“And God saw everything that he had made, and behold, it was very good. And there was evening and there was morning, the sixth day.” Genesis 1:31
Six days, 144 hours, 8,640 minutes, 518,400 seconds. No matter how you slice it, it is “very good,” God says. So how come I can’t get everything done?
The fact is that time is a valuable resource, but, unlike all other resources God gives us to manage, we all get the same amount of it and there is no way to get any more. Time moves on never looking back just daring us to fill her rightly. And therein is the problem.
What is right? What’s first? What’s beneficial? What’s important? How does one prioritize this very good resource and make the most of it? Countless books, seminars and workshops have been produced to address these questions but the Bible will give the right answers for nothing. Here are a few Bible verses to advise us on better management of God’s time.
Ecclesiastes 3:8; “A time to love, and a time to hate; a time for war, and a time for peace.”
The Teacher here tells us that time is the container for the fullness of our human life. Time is filled with both good and bad. Time allows us to pursue worthy and righteous endeavors like love and peace, and yet it as easily is the vessel for hate and war. This is the human condition when left to our management. Only through Christ can time be redeemed and restored to “very good.”
1 Corinthians 14:40; “But all things should be done decently and in order.”
Paul is telling the community of believers what responsible time management looks like. This wisdom applies to all human communities whether it is the family, the church, the government, or a business. “Decently and in good order” reflects God’s personality to organize matter from chaos. This is the crux of what “very good” means. We should strive in all of our communities to reflect God’s “very good.”

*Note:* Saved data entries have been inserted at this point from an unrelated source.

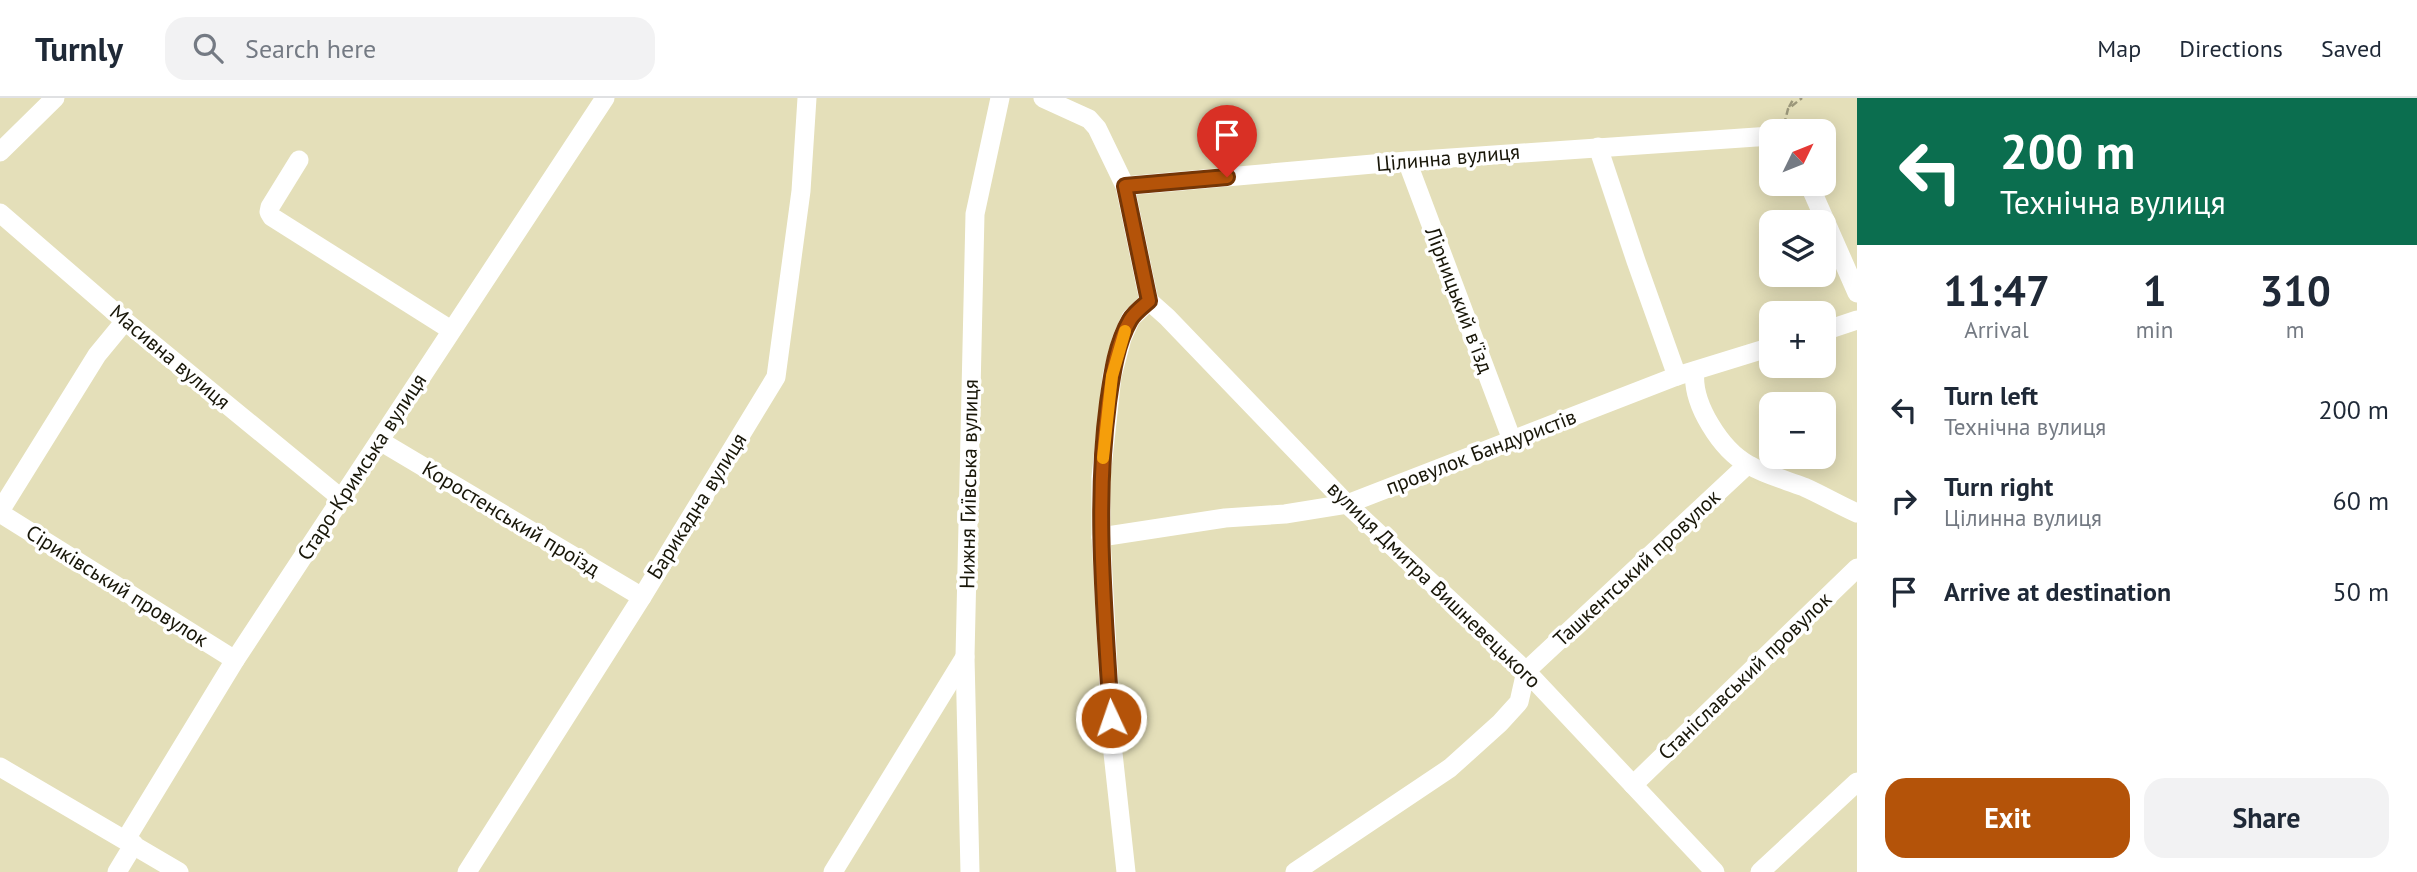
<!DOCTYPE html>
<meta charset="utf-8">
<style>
:root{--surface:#fff;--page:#f2f2f3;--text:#1f2937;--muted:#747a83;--line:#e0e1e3;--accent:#b45309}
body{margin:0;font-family:"PT Sans",sans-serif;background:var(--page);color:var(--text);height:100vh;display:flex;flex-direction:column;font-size:26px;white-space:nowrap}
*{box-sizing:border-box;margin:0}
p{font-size:23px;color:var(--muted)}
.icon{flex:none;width:38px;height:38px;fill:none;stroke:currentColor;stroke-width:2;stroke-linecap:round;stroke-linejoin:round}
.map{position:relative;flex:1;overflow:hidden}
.drawer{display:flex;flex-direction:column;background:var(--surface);width:560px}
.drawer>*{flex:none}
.top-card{background:#0b6e4f;color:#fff;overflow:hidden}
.needle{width:46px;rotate:47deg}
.tools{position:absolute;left:1759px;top:21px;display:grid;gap:14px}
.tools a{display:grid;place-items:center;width:77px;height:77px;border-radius:14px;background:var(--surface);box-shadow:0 4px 18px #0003;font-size:35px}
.pin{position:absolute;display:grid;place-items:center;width:60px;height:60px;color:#fff;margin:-72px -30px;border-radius:50% 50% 50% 0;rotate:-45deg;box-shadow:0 0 7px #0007}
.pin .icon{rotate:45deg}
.me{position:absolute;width:77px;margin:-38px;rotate:357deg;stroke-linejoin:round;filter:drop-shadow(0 0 5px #0008)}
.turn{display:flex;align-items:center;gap:24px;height:147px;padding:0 28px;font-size:32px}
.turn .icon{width:91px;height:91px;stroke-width:2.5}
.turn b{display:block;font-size:49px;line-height:60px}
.eta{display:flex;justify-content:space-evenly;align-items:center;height:119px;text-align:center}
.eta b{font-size:42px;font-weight:800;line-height:49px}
.button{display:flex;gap:14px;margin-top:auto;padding:14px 28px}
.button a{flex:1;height:80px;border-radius:21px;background:var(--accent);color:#fff;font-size:28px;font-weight:800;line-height:80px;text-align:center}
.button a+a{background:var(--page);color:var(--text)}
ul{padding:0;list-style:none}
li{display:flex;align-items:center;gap:21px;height:91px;padding:0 28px}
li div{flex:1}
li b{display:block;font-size:26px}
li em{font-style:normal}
header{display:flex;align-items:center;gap:42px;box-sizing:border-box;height:98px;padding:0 35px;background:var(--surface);border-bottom:2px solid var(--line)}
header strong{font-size:33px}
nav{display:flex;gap:38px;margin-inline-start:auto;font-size:24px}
.search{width:490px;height:63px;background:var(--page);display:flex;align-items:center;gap:18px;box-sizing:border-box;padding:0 24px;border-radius:21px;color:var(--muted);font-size:26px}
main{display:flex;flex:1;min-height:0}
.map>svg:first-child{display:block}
</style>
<header>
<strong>Turnly</strong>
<div class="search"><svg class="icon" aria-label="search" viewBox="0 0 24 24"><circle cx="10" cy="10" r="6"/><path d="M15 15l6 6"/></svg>Search here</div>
<nav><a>Map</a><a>Directions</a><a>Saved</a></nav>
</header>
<main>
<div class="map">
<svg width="1857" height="774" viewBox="0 0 1857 774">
<rect width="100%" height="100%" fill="#e4dfb9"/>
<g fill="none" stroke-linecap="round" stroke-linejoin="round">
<g stroke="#9b977a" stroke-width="2.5" stroke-dasharray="7 3.5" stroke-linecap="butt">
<path d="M 1789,9 L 1794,0"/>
<path d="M 1784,27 L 1788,11 L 1802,0"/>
</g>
<g stroke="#fff" stroke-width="19">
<path d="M 1043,0 L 1089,21 L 1097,30 L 1125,88 L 1149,203 L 1131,220 L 1122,240 L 1112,278 L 1101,379 L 1101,439 L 1112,646 L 1126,774"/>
<path d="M 1598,49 L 1636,163 L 1677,278"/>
<path d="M 0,54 L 55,0"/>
<path d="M 299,62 L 270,109 L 269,114 L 272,119 L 451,232"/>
<path d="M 1407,63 L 1512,342"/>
<path d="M 1809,86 L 1857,195"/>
<path d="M 1125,88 L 1407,63 L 1771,38"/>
<path d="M 0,115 L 125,223 L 342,401"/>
<path d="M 1149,203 L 1167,219 L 1347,406 L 1526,573 L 1715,774"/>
<path d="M 1824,233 L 1857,222"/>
<path d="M 1695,273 C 1691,305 1721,352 1749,367 C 1766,377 1786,382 1804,389 C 1822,397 1839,407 1857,415"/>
<path d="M 380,343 L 642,499"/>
<path d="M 0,413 L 97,257 L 125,223"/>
<path d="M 0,415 L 235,562"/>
<path d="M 1101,439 L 1225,420 L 1285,416 L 1347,406 L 1677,278 L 1771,249"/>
<path d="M 0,669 L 179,774"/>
<path d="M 1633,687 L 1857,470"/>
<path d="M 126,741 L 235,562 L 605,0"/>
<path d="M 117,774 L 134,746"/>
<path d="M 467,774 L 642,499 L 776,279 L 801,93 L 807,0"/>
<path d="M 833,774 L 965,559"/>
<path d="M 970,774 L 965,559 L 975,116 L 1000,0"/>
<path d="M 1295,774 L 1450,670 L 1500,625 L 1519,604 L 1526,573 L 1747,367"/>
<path d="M 1760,774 L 1857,684"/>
</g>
</g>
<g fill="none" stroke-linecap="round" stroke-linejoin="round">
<g stroke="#753606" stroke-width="18">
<path id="route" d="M 1111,620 C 1105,515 1094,410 1108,305 C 1112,277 1116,246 1130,222 C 1134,215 1142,209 1149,203 L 1125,88 L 1227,79"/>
</g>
<use href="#route" stroke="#b45309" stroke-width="12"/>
<path stroke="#f59e0b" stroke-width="12" d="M 1103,360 L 1112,278 L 1125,233"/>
</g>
<g text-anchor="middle" stroke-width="7" stroke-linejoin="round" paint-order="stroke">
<g font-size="21" fill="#181608" stroke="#fff">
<text transform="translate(1448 60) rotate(-5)" y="7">Цілинна вулиця</text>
<text transform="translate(1459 202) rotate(69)" y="7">Лірницький в'їзд</text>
<text transform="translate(170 259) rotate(40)" y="7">Масивна вулиця</text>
<text transform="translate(1481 354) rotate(-21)" y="7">провулок Бандуристів</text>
<text transform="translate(362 369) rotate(-57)" y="7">Старо-Кримська вулиця</text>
<text transform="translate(969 386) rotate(-89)" y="7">Нижня Гиївська вулиця</text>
<text transform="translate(697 408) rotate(-58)" y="7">Барикадна вулиця</text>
<text transform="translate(511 421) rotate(31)" y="7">Коростенський проїзд</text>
<text transform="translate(1637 470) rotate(-43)" y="7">Ташкентський провулок</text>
<text transform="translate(1434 487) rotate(44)" y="7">вулиця Дмитра Вишневецького</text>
<text transform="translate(117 488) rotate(32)" y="7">Сіриківський провулок</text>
<text transform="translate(1745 578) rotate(-44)" y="7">Станіславський провулок</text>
</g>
</g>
</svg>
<div class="tools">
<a><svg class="needle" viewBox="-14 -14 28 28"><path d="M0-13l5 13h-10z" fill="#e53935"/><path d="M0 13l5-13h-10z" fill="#747a83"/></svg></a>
<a><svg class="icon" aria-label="layers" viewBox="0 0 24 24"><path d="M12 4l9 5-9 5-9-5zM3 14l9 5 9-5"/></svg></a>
<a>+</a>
<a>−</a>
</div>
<div class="pin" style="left:1227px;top:79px;background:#d93025"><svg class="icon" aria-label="arrive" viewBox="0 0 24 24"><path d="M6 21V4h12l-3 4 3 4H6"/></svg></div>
<svg class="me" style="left:1111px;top:620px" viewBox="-20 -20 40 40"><circle r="17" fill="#b45309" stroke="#fff" stroke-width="3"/><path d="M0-11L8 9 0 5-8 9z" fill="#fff"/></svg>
</div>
<section class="drawer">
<div class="top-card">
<div class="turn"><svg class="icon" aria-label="left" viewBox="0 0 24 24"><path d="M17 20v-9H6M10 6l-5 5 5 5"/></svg><div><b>200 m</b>Технічна вулиця</div></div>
</div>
<div class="eta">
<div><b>11:47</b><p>Arrival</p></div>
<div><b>1</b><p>min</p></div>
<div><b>310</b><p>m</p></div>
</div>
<ul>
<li><svg class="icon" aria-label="left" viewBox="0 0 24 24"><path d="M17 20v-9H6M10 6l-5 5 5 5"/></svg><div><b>Turn left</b><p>Технічна вулиця</p></div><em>200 m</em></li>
<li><svg class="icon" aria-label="right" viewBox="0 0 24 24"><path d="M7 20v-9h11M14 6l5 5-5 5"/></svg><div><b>Turn right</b><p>Цілинна вулиця</p></div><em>60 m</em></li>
<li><svg class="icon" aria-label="arrive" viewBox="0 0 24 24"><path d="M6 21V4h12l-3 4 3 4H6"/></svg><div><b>Arrive at destination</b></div><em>50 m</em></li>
</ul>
<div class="button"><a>Exit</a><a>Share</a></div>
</section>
</main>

Ephesians 5:15; “Look carefully then how you walk, not as unwise but as wise, making the best use of the time, because the days are evil.”
Even when we try to constructively fill our days with love and peace, and even when we organize our relationships for an orderly structure for our endeavors, we will still misstep. That is because the “days are evil.” No, time itself is very good, but within the days reside the opportunity for mischief, and rebellion, and simply what we call sin.
The solution to our use of sanctified time is to walk through each day in the company of the Holy Spirit, calling on the name of God to make decisions, to do good works, and to protect us from evil. Christ died to redeem each of us from time spent in exile, separation from God. Jesus’ resurrection gives us the gift of grace to spend all of time with God, the Three-in-One. Eternity. Very Good!